YOUR OBJECTIVE: Each time a line of the listing holds "linecap", copy that line.

PROVIDED ENTRIES START

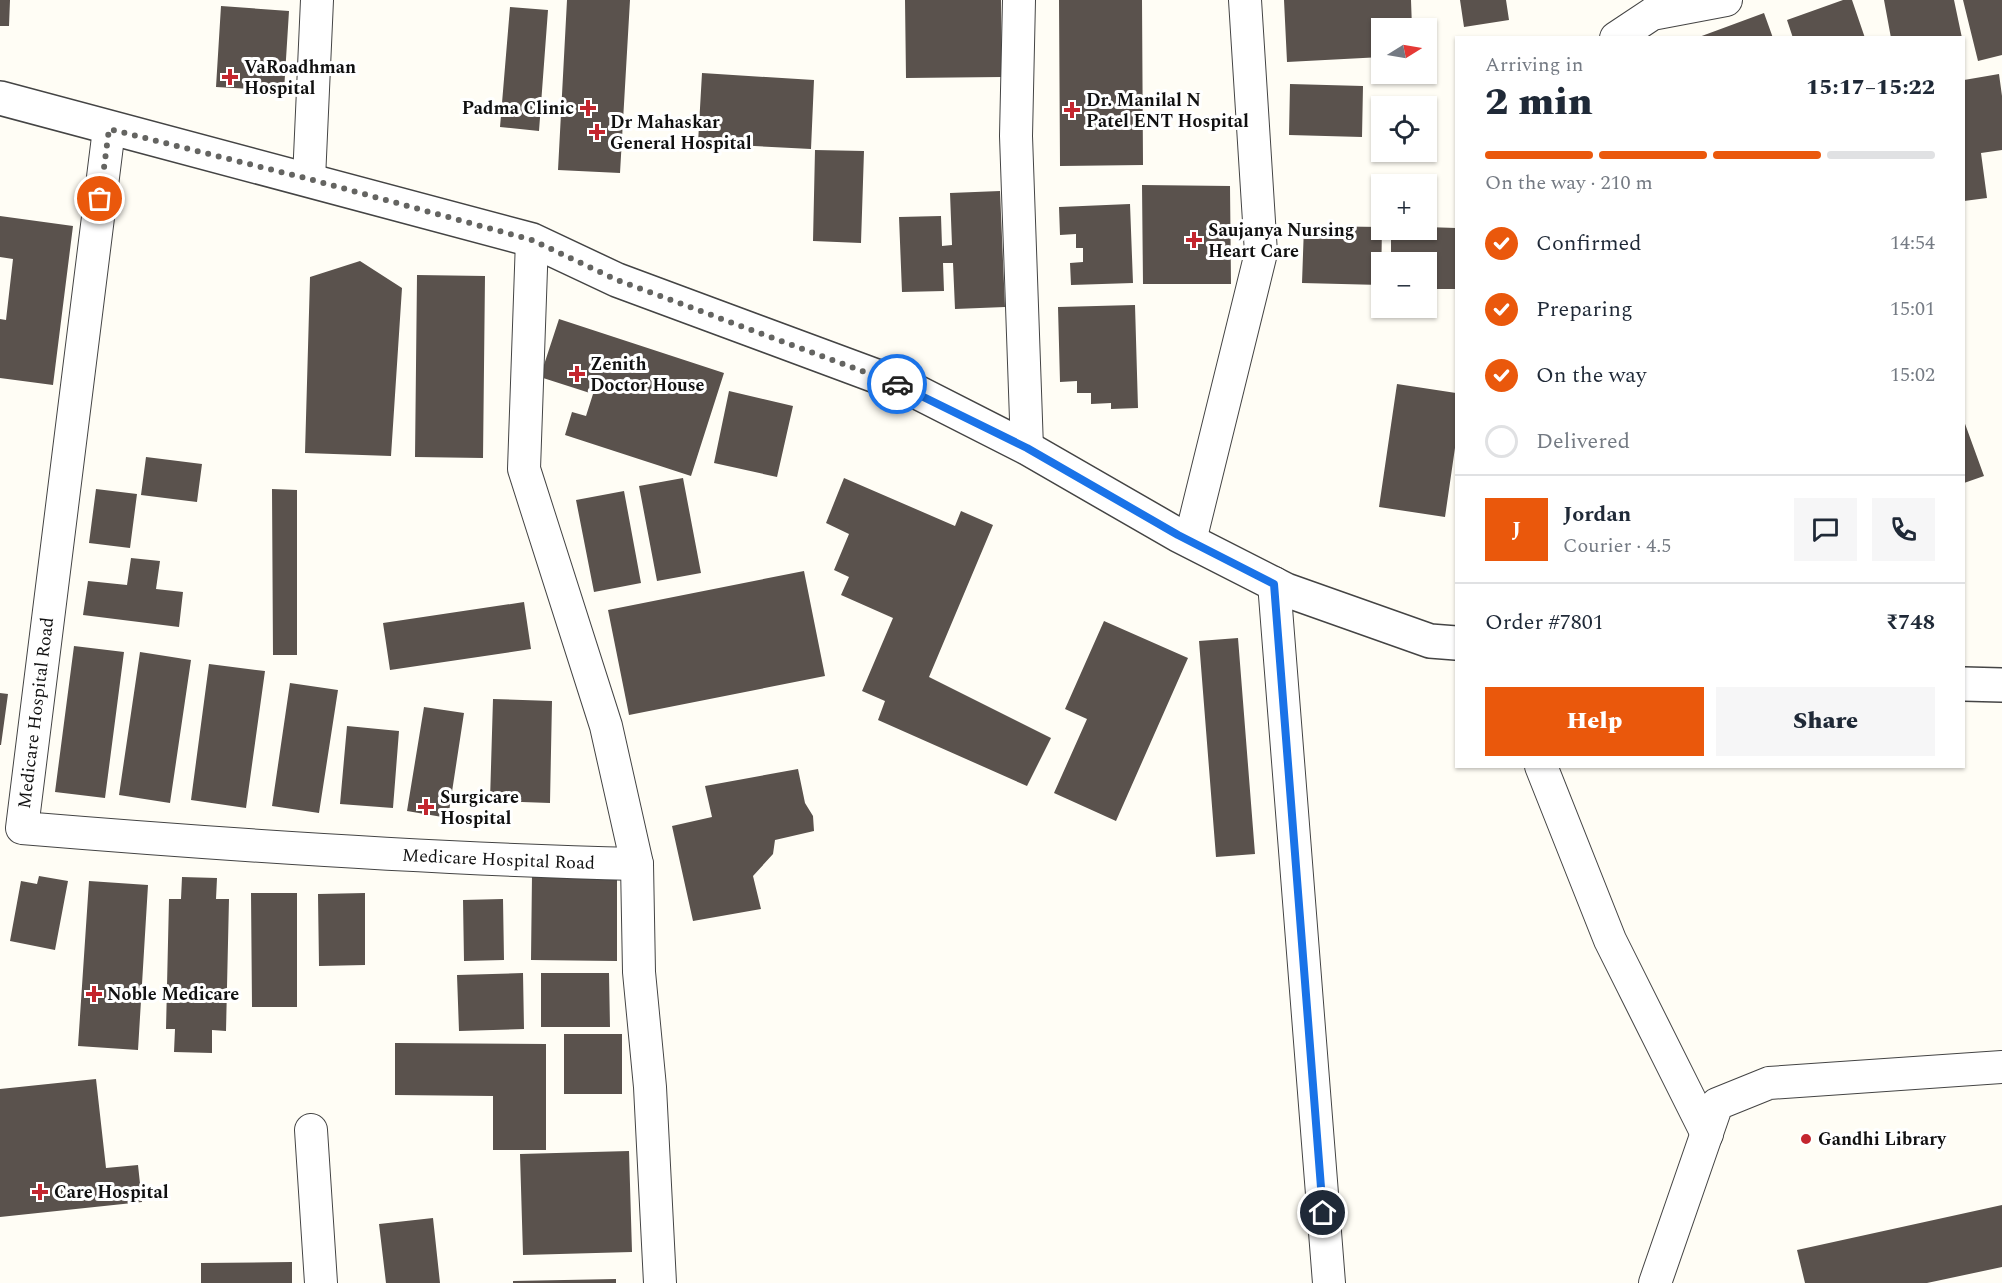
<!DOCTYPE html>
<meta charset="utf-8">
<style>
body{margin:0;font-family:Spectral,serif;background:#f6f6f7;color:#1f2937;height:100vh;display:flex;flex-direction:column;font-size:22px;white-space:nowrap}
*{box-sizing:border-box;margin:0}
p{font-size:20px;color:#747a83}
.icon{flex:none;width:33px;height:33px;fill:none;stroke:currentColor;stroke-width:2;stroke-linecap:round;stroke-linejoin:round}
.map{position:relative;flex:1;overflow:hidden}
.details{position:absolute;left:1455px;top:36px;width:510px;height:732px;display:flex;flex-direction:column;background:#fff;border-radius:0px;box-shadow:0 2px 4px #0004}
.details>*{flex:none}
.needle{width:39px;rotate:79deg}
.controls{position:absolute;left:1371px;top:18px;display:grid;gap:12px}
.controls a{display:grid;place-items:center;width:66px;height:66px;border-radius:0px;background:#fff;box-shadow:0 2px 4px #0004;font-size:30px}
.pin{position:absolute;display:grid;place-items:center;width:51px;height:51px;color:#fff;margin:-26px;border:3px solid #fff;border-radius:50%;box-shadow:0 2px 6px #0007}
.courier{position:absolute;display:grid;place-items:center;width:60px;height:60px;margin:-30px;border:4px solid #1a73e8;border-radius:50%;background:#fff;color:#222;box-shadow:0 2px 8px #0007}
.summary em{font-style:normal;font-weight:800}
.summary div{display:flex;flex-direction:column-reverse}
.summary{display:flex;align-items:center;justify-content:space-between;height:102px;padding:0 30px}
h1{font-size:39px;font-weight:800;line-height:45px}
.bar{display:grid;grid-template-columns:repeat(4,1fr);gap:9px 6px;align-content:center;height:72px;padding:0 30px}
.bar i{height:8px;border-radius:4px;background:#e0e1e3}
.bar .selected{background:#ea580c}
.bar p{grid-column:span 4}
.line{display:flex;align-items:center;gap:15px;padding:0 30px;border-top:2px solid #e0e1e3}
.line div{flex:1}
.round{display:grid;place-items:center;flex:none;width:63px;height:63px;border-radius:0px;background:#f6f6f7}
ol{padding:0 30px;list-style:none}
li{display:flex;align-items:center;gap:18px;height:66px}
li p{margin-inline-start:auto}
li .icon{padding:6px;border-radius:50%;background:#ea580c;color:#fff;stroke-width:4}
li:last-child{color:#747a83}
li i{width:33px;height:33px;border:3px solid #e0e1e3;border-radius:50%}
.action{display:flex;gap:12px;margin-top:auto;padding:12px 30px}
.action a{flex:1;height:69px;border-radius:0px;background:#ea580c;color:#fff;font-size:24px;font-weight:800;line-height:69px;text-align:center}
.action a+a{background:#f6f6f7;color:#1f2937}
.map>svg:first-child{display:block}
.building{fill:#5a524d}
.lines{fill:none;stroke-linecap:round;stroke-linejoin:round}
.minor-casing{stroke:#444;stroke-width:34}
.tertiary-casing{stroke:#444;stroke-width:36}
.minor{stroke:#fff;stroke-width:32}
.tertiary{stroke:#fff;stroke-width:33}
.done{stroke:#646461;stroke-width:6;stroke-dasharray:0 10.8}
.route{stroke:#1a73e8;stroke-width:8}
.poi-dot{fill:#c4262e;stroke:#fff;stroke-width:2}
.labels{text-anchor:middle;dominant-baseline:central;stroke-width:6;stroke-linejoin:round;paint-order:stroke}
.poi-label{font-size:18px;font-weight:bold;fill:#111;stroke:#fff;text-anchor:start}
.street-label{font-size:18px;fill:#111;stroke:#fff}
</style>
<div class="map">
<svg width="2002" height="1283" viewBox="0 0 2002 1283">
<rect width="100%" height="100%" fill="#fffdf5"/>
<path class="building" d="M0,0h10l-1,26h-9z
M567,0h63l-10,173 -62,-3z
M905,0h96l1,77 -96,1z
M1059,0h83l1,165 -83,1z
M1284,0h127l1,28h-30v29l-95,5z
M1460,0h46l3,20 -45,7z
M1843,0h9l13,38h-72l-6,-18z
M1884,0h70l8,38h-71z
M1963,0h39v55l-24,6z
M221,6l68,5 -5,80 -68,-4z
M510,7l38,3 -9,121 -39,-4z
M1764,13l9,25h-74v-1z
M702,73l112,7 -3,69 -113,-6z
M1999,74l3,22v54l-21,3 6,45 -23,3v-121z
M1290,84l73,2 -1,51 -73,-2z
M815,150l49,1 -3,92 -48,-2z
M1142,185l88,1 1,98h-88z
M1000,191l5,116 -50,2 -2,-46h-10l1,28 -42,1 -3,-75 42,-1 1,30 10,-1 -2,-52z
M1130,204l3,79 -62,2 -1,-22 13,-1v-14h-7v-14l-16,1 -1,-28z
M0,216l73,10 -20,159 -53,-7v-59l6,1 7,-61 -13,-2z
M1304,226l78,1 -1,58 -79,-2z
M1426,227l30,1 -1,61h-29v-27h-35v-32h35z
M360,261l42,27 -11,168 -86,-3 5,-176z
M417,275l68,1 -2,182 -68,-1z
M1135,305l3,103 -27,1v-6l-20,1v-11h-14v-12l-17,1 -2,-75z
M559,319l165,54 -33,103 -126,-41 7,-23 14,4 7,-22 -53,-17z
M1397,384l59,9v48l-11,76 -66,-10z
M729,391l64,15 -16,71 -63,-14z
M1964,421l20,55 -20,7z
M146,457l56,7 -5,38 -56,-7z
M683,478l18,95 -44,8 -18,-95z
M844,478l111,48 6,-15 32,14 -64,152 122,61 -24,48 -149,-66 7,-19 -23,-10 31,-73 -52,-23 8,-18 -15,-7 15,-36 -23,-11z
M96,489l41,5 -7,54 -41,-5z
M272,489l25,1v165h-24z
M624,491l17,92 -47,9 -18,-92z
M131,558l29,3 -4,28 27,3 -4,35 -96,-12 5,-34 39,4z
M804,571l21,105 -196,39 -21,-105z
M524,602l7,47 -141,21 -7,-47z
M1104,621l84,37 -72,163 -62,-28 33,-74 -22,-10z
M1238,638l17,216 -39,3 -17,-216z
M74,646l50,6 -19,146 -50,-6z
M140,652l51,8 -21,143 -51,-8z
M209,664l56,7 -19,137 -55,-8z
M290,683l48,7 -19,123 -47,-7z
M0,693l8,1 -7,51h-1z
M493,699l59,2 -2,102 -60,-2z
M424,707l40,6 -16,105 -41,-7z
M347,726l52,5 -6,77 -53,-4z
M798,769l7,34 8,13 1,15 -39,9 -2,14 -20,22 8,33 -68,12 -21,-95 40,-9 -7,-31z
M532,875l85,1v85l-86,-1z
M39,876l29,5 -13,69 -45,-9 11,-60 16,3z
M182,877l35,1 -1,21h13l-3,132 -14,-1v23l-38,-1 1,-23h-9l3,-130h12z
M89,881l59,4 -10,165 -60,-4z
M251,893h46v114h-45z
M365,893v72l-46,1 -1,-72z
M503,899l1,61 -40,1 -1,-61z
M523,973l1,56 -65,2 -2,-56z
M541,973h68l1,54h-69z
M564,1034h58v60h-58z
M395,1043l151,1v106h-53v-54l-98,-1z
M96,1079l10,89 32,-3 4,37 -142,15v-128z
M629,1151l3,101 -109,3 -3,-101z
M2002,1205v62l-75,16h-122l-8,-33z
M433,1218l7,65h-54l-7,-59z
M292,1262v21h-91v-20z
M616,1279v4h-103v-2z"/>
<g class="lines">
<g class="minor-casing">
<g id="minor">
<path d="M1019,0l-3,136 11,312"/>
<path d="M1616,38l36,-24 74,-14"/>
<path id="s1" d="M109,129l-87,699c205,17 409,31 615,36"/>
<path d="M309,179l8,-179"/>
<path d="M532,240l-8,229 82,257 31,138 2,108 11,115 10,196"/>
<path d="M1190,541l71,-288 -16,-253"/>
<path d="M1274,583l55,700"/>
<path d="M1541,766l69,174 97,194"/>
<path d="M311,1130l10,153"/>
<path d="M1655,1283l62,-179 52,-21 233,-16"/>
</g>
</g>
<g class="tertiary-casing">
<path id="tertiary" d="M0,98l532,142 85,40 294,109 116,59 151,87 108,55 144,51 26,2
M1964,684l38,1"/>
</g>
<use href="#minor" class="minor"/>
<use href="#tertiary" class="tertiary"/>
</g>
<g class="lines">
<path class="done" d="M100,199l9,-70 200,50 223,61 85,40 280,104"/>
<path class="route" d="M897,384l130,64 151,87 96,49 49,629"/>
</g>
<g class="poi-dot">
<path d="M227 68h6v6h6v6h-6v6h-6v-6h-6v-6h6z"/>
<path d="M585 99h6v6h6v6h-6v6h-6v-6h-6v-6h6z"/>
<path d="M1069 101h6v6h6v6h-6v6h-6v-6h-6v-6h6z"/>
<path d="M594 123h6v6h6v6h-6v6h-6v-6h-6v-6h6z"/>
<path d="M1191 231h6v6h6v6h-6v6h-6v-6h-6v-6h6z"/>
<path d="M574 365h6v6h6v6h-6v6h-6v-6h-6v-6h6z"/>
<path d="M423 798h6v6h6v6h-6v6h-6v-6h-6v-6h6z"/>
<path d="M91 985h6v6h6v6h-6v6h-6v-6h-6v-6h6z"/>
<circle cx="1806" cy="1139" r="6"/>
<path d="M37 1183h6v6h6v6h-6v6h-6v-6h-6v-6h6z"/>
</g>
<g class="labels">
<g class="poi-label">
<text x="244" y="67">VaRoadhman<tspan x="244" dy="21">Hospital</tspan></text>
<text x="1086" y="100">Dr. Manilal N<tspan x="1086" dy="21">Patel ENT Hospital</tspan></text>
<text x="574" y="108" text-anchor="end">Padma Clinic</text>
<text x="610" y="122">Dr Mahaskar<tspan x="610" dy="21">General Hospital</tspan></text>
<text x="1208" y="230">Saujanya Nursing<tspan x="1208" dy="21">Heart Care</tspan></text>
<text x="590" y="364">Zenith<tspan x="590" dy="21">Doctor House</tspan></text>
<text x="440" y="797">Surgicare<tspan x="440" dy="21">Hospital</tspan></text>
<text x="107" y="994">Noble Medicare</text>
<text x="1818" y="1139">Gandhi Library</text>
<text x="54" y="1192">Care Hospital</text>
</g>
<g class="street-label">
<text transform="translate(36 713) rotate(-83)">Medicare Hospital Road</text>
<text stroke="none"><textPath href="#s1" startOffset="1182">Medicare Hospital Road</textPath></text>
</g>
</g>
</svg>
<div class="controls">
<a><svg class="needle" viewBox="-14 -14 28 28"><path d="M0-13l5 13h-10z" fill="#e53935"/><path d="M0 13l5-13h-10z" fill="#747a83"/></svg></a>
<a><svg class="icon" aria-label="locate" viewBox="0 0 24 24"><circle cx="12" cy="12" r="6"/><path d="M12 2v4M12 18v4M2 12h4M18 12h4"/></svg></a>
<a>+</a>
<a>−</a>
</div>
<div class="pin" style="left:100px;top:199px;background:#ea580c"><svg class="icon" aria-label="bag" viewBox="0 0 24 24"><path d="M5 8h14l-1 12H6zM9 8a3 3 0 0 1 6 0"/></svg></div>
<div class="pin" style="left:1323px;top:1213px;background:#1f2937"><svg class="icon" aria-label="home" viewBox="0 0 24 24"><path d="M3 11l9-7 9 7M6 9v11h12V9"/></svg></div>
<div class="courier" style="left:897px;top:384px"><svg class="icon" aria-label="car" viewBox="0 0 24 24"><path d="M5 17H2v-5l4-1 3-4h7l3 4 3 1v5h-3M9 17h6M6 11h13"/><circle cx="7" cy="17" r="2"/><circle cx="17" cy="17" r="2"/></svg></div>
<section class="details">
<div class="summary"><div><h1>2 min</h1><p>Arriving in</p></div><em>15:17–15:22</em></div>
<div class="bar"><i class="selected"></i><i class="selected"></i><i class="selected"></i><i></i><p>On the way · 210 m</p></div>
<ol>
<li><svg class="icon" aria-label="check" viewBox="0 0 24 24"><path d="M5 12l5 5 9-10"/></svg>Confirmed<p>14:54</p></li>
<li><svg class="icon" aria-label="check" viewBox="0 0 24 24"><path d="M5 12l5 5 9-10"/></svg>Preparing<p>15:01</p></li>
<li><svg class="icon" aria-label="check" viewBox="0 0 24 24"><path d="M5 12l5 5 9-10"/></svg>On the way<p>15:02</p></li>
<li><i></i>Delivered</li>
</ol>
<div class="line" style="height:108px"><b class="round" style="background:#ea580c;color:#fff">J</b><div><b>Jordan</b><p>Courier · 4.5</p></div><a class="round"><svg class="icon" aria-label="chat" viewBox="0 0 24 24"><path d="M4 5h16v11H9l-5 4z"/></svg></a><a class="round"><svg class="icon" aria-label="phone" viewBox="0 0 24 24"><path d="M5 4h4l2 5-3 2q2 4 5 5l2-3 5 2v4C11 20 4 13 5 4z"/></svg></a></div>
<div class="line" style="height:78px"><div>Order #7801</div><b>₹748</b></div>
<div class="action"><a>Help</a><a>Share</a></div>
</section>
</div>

PROVIDED ENTRIES END

TASK ANSWER:
.icon{flex:none;width:33px;height:33px;fill:none;stroke:currentColor;stroke-width:2;stroke-linecap:round;stroke-linejoin:round}
.lines{fill:none;stroke-linecap:round;stroke-linejoin:round}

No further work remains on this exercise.